There. Cut and dry. John Boehner and congressional Republicans were right after all, Obama owns the sequestration. If that was the full scope of the events then, yes, that would be that. But as with many things in government nothing is as simple as all that and when the breadth of entire situation enters into the assessment responsibility begins to shift back again.
After the 2010 midterm “shellacking”, which left a host of new Tea Party freshmen chomping at the bit for a fiscal battle with Democrats, raising the debt ceiling built into a massive political battle, the first of numerous manufactured crises. It came to a head the summer of 2011. House Republicans drew a line in the sand. There would be no increase in the debt ceiling unless huge spending cuts were made, even if that left the nation in default. For months negotiators met. They even reached a grand bargain which eventually failed in the House due to tax increases.
Amidst the frustrations a need for something to compel Congress to act upon some manner of viable budget plan. A deal so unpalatable to both sides was then created. It was based on the belief neither side would allow this trigger pulled due to the catastrophic nature of the consequences. In order to garner approval to raise the debt ceiling, normally a routine act, and keep the country out of default, the sequester was presented and passed both houses but was never intended to actually go into effect.

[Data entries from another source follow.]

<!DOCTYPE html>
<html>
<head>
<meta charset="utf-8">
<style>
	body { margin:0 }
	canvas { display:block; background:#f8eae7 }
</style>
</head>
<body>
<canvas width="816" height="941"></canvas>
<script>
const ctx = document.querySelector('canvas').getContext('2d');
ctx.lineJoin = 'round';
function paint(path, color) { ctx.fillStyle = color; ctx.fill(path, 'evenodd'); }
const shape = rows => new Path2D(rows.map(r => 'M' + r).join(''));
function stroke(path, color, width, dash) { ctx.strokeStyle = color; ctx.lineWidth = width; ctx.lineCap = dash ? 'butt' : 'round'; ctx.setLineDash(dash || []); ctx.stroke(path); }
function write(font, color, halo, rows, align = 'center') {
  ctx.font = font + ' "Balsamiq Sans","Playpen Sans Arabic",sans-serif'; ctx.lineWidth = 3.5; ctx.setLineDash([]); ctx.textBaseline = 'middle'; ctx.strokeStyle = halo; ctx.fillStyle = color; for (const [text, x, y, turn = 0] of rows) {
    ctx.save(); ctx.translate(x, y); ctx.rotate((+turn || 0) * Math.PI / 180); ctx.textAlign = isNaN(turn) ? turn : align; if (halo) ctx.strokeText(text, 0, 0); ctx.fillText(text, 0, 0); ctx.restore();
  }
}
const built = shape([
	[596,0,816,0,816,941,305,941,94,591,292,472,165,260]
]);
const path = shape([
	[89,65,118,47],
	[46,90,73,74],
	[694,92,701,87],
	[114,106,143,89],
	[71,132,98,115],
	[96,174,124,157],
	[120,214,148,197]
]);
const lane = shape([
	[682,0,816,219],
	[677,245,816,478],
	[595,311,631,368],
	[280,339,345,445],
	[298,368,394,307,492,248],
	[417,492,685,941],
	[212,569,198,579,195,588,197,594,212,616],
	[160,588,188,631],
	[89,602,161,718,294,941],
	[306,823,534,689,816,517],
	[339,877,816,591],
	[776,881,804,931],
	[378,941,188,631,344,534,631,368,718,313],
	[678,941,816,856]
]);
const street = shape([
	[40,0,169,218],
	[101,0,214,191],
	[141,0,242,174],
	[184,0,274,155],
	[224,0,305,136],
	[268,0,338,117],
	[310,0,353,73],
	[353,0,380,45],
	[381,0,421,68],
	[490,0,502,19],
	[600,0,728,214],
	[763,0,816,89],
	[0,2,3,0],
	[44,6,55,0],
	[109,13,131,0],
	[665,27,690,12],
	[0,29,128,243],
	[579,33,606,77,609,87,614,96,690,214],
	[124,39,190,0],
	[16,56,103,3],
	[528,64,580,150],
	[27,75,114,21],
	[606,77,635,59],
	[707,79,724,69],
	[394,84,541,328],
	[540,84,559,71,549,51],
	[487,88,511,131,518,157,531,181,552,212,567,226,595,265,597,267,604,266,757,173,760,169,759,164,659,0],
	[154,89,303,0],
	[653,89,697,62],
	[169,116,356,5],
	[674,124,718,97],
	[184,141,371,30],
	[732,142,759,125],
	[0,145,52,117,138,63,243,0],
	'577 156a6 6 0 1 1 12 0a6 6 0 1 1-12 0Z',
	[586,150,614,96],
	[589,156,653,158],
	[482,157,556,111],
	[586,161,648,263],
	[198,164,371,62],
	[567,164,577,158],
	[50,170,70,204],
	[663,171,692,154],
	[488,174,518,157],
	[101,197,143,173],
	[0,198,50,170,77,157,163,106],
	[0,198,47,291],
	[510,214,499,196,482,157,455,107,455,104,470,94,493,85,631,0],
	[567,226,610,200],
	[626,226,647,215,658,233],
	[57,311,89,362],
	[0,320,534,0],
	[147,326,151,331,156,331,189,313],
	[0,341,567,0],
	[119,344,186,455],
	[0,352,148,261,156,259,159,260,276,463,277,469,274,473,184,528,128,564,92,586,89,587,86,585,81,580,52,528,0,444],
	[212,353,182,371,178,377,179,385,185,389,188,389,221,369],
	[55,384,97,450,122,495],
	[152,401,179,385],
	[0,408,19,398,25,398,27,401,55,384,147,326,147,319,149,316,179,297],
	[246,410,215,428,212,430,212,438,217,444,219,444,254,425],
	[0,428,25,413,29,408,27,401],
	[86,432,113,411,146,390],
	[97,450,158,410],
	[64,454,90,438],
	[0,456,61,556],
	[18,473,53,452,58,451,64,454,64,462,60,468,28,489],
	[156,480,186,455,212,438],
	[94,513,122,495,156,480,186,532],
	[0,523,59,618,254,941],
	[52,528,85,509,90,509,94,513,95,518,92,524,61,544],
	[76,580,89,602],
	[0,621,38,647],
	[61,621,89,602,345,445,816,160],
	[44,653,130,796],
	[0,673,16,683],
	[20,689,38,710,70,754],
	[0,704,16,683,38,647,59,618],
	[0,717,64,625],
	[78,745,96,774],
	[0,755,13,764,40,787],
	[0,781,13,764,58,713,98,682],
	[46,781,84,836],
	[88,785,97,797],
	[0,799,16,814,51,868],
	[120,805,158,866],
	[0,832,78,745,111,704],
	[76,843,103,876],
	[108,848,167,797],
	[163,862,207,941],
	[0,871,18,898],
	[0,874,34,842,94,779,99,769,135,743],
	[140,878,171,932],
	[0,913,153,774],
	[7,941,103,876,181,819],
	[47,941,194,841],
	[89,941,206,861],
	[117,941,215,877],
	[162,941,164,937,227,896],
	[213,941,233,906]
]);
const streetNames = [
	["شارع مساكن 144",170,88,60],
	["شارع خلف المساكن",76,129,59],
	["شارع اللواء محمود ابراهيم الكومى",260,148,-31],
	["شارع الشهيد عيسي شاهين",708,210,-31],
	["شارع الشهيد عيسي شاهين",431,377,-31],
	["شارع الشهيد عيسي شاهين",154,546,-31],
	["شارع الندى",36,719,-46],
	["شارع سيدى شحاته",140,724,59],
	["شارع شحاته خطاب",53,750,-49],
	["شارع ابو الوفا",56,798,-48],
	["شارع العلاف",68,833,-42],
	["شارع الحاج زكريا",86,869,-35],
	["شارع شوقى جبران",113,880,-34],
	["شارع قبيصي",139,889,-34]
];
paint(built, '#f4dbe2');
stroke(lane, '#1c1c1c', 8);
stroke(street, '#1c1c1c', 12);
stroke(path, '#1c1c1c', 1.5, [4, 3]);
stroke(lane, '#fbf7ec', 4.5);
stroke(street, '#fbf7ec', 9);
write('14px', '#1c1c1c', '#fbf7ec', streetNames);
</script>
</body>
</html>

It was passed In the House with the support of 174 Republicans and 95 Democrats. The Senate passed the bill with 28 Republicans and 45 Democrats voting for it. Unfortunately the effort was too little, too late. The deal still hurt the country, resulting in Standard & Poor's stripping the United States of its coveted AAA credit rating. The rating agency's decision was due in large part to the congressional gridlock witnessed by so many. The battle's repercussions were felt across the economy culminating in very real fears the US was headed for a double-dip recession.
Despite the blame the GOP now place on the President's shoulders, they supported the sequester in 2011 as is evident in Speaker Boehner's own powerpoint presentation entitled, Two-Step Approach to Hold President Obama Accountable. It was seen as an effective tool to win the massive spending cuts they demanded. This was the spending they viewed as out of control even though they, themselves, allowed pay-as-you-go legislation, or PayGo, to expire in 2002 under George W. Bush's presidency clearing the way for large tax cuts which became significant contributors to subsequent budget deficits and national debt increases.

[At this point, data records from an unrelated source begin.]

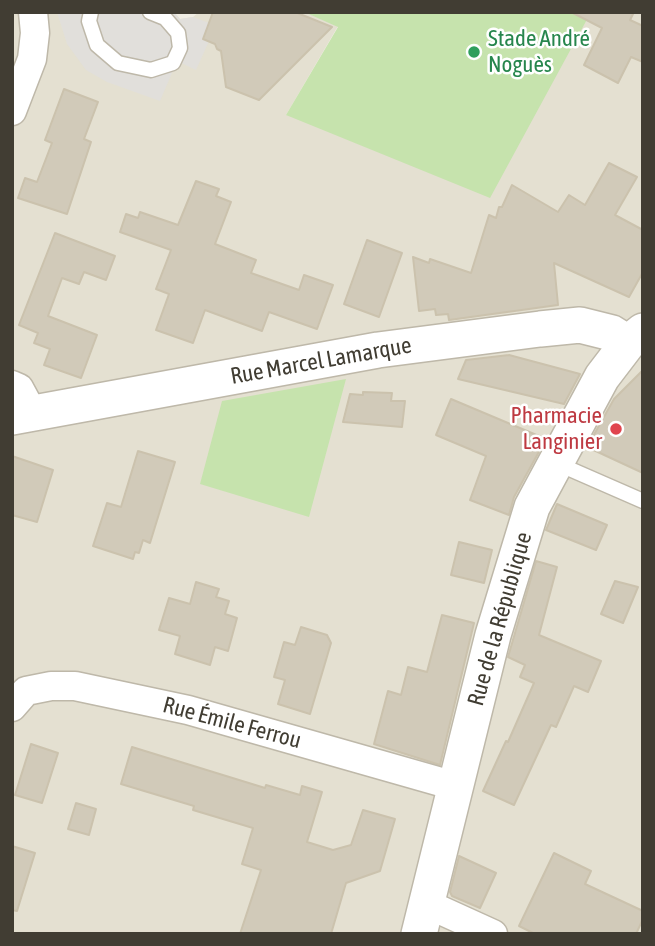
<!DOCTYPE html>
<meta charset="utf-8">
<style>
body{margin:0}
#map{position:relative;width:655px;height:946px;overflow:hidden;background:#f0ede3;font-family:"Asap Condensed",sans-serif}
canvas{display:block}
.frame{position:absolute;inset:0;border:14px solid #413d33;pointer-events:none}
</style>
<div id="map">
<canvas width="655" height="946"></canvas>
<div class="frame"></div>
</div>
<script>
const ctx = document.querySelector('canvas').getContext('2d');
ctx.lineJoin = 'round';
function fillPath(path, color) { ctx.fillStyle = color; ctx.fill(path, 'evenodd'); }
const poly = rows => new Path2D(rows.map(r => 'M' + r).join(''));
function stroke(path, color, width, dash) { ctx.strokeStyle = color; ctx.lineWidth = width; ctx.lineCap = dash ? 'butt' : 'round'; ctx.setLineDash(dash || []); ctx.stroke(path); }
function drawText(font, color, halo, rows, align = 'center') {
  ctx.font = font + ' "Asap Condensed",sans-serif'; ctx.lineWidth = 5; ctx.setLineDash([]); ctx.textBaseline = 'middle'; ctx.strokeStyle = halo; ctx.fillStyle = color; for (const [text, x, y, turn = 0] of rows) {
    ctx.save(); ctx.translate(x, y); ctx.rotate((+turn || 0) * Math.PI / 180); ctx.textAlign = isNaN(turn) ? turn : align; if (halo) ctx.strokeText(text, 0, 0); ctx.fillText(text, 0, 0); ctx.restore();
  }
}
fillPath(poly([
 [12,12,174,12,180,19,193,17,199,12,304,12,338,26,286,115,591,12,643,12,643,934,12,934]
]), '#e4e0d1');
fillPath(poly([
 [304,12,591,12,490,198,286,115,338,27],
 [346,379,309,517,200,484,222,401]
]), '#c6e3ad');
fillPath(poly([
 [57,12,174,12,180,19,193,17,209,23,203,38,209,41,196,70,177,61,160,101,107,82,86,70,67,44]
]), '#e1dfdb');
const building = poly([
 [213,12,295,12,332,27,259,100,226,87,221,51,217,49,215,44,203,39,213,12],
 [571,12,634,12,630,20,643,26,643,62,631,57,618,83,584,65,602,28,571,12],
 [64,89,98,102,84,139,91,142,67,214,18,198,25,178,37,182,52,143,45,140,64,89],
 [609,163,637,177,615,215,643,230,643,272,629,297,554,263,558,305,449,320,448,314,436,315,435,309,419,311,413,257,429,263,430,259,471,273,489,215,496,218,499,207,502,207,512,185,558,212,569,195,585,205,609,163],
 [196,181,219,189,216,196,231,202,215,244,256,260,251,273,299,290,304,275,333,285,317,329,269,312,262,331,205,310,193,343,156,330,169,294,156,289,171,250,120,232,126,214,138,218,140,212,178,225,196,181],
 [55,233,115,256,106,280,84,272,79,284,62,278,48,316,97,335,81,378,44,365,50,349,34,343,38,333,19,325,55,233],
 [367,240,402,253,379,317,344,304,367,240],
 [509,355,580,374,564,404,458,379,466,360,509,355],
 [643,370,643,473,587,447,614,399,643,370],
 [363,392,392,393,391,401,405,401,402,427,343,422,350,394,363,395,363,392],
 [451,399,546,439,514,497,509,515,470,500,486,456,436,435,451,399],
 [138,451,175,462,150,543,143,540,139,553,135,552,133,559,93,546,107,503,121,507,138,451],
 [12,456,53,470,37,522,12,515,12,456],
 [557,504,607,525,596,550,546,530,557,504],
 [459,542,492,550,484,583,451,575,459,542],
 [536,561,557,567,539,635,601,661,588,692,574,686,556,727,551,725,514,805,483,791,506,741,508,742,534,683,520,677,525,665,508,657,536,561],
 [615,581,638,587,623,623,601,614,615,581],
 [196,582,219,589,216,597,229,601,225,614,237,618,228,651,215,647,210,665,175,654,180,636,159,630,169,598,190,604,196,582],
 [442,615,474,623,440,765,374,744,388,691,401,695,408,667,427,672,442,615],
 [301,627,327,635,331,643,310,714,278,704,285,680,274,677,284,642,295,645,301,627],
 [31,744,58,753,42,803,15,795,31,744],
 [132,747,265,788,266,785,300,795,302,786,322,792,307,842,333,850,351,845,363,810,395,819,380,871,346,883,331,934,240,934,261,870,242,864,253,828,193,810,194,806,121,784,132,747],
 [76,803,96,809,89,835,68,829,76,803],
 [12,846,35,853,17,911,12,910,12,846],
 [554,853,591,871,585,884,643,911,643,919,636,934,535,934,519,926,554,853],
 [459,856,496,873,480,908,452,896,450,892,459,856]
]);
fillPath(building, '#d1cab9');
stroke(building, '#cbc2ad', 2);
const service = poly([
 [91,12,89,21,97,45,118,63,151,70,173,63,180,48,178,33,165,18,150,12],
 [556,463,643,501]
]);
const minor = poly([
 [12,111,32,59,35,33,33,12],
 [12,385,19,388,32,412],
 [12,707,26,691,51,686,75,686,188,710,455,786],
 [427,904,493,934]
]);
const tertiary = poly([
 [12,417,378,350,540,329,580,325,612,333,628,343],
 [419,934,493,635,532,507,602,377,628,343,643,331]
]);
stroke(service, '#beb8a9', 17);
stroke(minor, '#beb8a9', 31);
stroke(tertiary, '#beb8a9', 38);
stroke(service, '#fff', 14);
stroke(minor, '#fff', 28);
stroke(tertiary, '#fff', 35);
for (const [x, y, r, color] of [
 [474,52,7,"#2e9e5b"],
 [616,429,7,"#e0444e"]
]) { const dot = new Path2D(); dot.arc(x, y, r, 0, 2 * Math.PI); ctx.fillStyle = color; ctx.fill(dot); stroke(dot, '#fff', 2.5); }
drawText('23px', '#27864d', '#fff', [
 ["Stade André",488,39],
 ["Noguès",488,65]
], 'left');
drawText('23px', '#413d33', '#fff', [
 ["Rue Marcel Lamarque",321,361,-10],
 ["Rue de la République",500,619,-74],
 ["Rue Émile Ferrou",232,723,15]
]);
drawText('23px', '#be3a42', '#fff', [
 ["Pharmacie",602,416],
 ["Langinier",602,442]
], 'right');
</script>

Fast forward to 2013, the sequestration is set to go into effect March 1st if Congress does not act. As it sits now, both the Republican-controlled House and Democratic-controlled Senate have each produced plans to replace the sequester. Unfortunately, neither branch will consider the others'. And so the Washington love-hate relationship with the blame game continues. It's the tactic both sides use to gain political points. Does it matter now who initiated the sequester idea or is it more important to find a solution? The President is pooling his recent reelection win, the bully pulpit and the public together to pressure the GOP to work towards a viable budgetary compromise. Is it still a tug of war over who's to blame? Absolutely, but with a different goal. It's about bringing the force of the country's majority upon congressional Republicans and drive them back toward the center. It's most certainly still a tug of war but it's one the GOP is losing.
The situation is soon approaching when Republican leadership will have to decided if it is worth fighting for a majority of the majority or to abandon the Hastert rule, take the responsible path to bipartisanship and pass what is required to maintain the economic progress already made. If they stubbornly continue to demand the former then perhaps the voting public will determine for themselves who wins the blame game come next year's midterm elections.